Dmytro Zhosan, associate professor of Business and Economics at Ripon College, and co-author Roy Gardner (late Professor of Economics at Indiana University), examine different factors that can help avoid tragedy of the commons in a new article published in Environment and Development Economics.
In the article, “Problems of the commons: group behavior, cooperation and sanctioning in a two harbor experiment,” Zhosan and Gardner analyze individual and group behavior in an experimental commons featuring undergraduate students and professionals working in the Maine lobster and groundfish industries.
Different factors that can help avoid the tragedy of the commons are studied in four experimental settings: separation of a larger commons into smaller commons (two harbors), knowledge/experience available to appropriators, communication within appropriator groups and the possibility of formal and informal sanctioning of group members.

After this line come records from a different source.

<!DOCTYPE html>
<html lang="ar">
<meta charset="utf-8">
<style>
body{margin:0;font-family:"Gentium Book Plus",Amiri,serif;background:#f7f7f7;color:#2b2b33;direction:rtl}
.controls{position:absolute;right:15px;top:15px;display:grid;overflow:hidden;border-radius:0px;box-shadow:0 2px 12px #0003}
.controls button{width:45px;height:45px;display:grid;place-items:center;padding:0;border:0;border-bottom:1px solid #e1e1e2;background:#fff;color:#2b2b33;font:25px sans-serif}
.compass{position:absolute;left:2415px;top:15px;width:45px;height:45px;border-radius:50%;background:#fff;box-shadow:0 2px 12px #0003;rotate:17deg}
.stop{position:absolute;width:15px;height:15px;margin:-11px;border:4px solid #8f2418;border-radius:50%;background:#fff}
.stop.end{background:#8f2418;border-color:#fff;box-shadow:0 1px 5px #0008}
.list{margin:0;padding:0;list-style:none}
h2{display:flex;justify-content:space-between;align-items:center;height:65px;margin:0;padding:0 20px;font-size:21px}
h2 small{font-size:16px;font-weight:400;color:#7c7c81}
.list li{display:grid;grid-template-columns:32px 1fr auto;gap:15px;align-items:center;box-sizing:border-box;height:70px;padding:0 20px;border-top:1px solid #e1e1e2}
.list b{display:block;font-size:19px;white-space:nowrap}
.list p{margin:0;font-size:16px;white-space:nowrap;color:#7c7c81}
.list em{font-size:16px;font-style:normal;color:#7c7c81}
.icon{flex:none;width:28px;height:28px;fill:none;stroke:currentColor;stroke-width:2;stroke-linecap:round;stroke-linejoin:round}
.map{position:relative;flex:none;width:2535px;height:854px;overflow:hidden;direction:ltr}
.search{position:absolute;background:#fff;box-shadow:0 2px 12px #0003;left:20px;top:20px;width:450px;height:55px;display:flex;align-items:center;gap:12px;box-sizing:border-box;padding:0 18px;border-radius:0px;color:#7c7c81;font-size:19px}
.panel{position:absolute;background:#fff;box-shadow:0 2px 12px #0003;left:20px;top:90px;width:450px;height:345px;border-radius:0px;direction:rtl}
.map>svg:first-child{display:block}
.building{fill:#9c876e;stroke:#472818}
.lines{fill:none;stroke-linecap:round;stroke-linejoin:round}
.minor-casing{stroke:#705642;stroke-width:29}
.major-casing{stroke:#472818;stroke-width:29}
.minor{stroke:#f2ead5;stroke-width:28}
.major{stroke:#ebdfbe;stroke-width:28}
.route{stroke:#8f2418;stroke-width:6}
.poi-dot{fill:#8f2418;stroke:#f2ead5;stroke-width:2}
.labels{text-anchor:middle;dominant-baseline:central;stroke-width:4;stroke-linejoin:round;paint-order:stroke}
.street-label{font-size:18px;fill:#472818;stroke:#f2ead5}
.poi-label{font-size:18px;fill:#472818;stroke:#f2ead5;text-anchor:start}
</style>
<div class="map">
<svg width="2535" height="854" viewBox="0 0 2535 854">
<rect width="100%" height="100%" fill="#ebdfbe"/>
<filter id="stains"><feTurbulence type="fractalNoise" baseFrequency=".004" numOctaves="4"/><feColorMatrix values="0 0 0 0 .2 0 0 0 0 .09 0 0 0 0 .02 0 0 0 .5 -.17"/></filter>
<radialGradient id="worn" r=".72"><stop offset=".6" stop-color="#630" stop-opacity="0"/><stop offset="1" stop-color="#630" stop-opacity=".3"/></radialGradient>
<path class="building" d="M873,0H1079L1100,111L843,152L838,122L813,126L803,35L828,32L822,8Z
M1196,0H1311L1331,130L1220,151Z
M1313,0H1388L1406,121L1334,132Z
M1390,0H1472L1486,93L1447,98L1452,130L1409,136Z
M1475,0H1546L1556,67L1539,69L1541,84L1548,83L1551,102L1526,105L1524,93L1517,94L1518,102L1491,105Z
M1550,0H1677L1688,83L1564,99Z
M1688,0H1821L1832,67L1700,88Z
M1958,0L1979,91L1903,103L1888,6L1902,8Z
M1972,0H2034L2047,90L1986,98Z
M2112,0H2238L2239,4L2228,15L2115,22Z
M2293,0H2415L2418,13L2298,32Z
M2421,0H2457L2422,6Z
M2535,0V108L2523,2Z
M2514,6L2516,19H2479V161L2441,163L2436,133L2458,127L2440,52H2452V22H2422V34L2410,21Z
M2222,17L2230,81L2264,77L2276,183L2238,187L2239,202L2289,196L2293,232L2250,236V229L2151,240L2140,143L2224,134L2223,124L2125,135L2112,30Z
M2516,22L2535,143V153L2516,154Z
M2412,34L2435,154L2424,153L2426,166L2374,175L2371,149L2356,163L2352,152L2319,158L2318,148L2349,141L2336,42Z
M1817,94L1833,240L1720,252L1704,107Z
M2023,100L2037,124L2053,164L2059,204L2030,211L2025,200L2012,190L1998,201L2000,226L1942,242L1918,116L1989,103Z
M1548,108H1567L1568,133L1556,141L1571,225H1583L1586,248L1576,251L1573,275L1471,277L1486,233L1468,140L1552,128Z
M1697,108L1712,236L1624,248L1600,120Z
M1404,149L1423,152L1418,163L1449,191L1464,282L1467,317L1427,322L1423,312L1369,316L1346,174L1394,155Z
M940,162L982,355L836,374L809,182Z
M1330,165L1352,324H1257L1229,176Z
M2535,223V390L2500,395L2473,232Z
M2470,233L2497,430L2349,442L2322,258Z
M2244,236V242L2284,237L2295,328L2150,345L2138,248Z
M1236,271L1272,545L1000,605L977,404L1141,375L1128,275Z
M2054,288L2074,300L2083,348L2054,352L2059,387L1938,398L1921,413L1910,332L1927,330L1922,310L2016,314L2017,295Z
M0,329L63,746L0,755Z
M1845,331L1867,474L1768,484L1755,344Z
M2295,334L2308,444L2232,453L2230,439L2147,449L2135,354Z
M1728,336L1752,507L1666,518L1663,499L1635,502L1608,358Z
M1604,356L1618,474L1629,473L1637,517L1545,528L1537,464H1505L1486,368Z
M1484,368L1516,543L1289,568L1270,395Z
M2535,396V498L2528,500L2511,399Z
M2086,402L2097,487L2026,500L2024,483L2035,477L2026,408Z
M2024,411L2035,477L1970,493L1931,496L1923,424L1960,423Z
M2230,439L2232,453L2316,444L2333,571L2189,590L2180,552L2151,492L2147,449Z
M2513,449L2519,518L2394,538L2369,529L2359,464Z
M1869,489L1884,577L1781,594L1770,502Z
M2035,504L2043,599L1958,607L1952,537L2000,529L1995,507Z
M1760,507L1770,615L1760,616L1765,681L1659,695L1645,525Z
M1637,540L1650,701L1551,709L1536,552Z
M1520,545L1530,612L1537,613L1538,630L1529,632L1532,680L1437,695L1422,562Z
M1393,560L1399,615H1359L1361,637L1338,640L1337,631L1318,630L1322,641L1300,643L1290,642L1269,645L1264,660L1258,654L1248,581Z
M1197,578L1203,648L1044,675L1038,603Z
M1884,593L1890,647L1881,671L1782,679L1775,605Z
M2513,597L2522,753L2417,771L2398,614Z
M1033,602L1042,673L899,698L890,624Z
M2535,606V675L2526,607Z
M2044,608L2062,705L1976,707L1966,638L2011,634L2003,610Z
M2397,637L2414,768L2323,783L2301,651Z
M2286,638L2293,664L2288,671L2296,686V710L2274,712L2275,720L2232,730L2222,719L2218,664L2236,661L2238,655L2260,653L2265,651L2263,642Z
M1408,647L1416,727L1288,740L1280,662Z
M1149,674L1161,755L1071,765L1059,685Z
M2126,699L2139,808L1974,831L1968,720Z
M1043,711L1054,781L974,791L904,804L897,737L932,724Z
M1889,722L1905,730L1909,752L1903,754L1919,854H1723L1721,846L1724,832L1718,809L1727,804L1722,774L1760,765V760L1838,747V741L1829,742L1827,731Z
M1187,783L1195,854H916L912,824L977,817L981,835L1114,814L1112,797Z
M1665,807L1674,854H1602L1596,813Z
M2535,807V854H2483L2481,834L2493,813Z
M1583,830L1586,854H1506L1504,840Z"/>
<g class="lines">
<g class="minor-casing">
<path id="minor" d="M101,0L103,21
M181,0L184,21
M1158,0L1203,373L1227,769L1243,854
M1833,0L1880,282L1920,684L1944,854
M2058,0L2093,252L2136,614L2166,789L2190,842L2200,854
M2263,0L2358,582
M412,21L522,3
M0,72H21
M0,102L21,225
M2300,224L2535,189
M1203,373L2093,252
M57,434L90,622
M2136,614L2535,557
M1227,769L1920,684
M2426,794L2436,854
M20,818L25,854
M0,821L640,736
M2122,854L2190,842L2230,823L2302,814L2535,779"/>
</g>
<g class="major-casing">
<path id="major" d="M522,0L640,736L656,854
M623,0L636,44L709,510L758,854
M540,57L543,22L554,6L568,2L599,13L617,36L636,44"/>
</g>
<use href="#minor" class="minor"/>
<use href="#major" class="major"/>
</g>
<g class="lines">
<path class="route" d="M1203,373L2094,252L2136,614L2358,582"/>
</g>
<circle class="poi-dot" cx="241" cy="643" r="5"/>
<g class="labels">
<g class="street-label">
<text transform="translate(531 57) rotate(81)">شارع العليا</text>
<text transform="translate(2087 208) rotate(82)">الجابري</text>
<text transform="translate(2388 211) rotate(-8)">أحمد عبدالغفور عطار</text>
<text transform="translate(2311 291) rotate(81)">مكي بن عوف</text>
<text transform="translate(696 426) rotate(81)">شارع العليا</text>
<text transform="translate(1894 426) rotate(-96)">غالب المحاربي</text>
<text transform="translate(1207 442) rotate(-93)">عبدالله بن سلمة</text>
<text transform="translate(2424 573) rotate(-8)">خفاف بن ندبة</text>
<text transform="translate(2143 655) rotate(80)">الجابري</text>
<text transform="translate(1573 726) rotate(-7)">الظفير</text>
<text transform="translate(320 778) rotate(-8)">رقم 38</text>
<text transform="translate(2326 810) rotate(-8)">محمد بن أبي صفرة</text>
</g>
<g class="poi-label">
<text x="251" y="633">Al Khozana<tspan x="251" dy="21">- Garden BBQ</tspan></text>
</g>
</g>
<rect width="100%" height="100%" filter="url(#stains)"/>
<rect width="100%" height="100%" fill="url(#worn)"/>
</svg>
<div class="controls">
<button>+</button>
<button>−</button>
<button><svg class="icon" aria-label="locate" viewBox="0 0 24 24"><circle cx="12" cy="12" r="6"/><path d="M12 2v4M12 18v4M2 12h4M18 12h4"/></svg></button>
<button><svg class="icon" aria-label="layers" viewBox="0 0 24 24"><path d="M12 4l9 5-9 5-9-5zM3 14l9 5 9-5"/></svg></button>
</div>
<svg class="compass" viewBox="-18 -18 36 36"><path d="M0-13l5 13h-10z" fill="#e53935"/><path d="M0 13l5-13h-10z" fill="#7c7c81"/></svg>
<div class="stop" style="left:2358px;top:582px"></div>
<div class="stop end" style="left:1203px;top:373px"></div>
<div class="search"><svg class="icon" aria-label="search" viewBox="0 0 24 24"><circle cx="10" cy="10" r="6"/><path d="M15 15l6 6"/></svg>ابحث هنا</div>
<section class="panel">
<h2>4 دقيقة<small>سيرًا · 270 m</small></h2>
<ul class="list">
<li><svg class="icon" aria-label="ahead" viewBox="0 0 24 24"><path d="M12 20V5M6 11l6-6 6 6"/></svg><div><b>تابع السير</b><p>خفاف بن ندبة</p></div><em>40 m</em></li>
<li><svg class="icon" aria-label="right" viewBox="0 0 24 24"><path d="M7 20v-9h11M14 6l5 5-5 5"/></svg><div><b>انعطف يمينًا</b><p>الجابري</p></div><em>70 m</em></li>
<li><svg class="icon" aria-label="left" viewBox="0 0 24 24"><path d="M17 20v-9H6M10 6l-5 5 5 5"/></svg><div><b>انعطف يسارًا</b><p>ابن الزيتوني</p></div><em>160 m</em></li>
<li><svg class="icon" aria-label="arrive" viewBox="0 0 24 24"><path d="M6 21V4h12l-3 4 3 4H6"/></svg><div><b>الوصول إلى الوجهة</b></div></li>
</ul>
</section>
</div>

The authors find that group size, communication, geographic separation and subjects’ ability to solve the coordination game caused by this separation all contribute to appropriation efficiency on the commons, or the alignment of personal gains with social contributions.
The results of this paper were used in writing a chapter included in the book, “Analyzing Global Environmental Issues: Theoretical and Experimental Applications and their Policy Implications” (Abingdon, UK: Routledge, edited by Ariel Dinar and Amnon Rapoport, 2013). The chapter provides arguments in support of the importance of co-management between governments and appropriators as one of the tools in avoiding the tragedy of the commons. The book is expected to be published within the next couple of months.
The tragedy of the commons has been a social dilemma studied by academicians across a variety of fields. The term was first coined in a 1968 Science journal article penned by ecologist Garrett Hardin who defined it as “the depletion of a shared resource by individuals, acting independently and rationally according to each one’s self-interest, despite their understanding that depleting the common resource is contrary to the group’s long-term best interests.”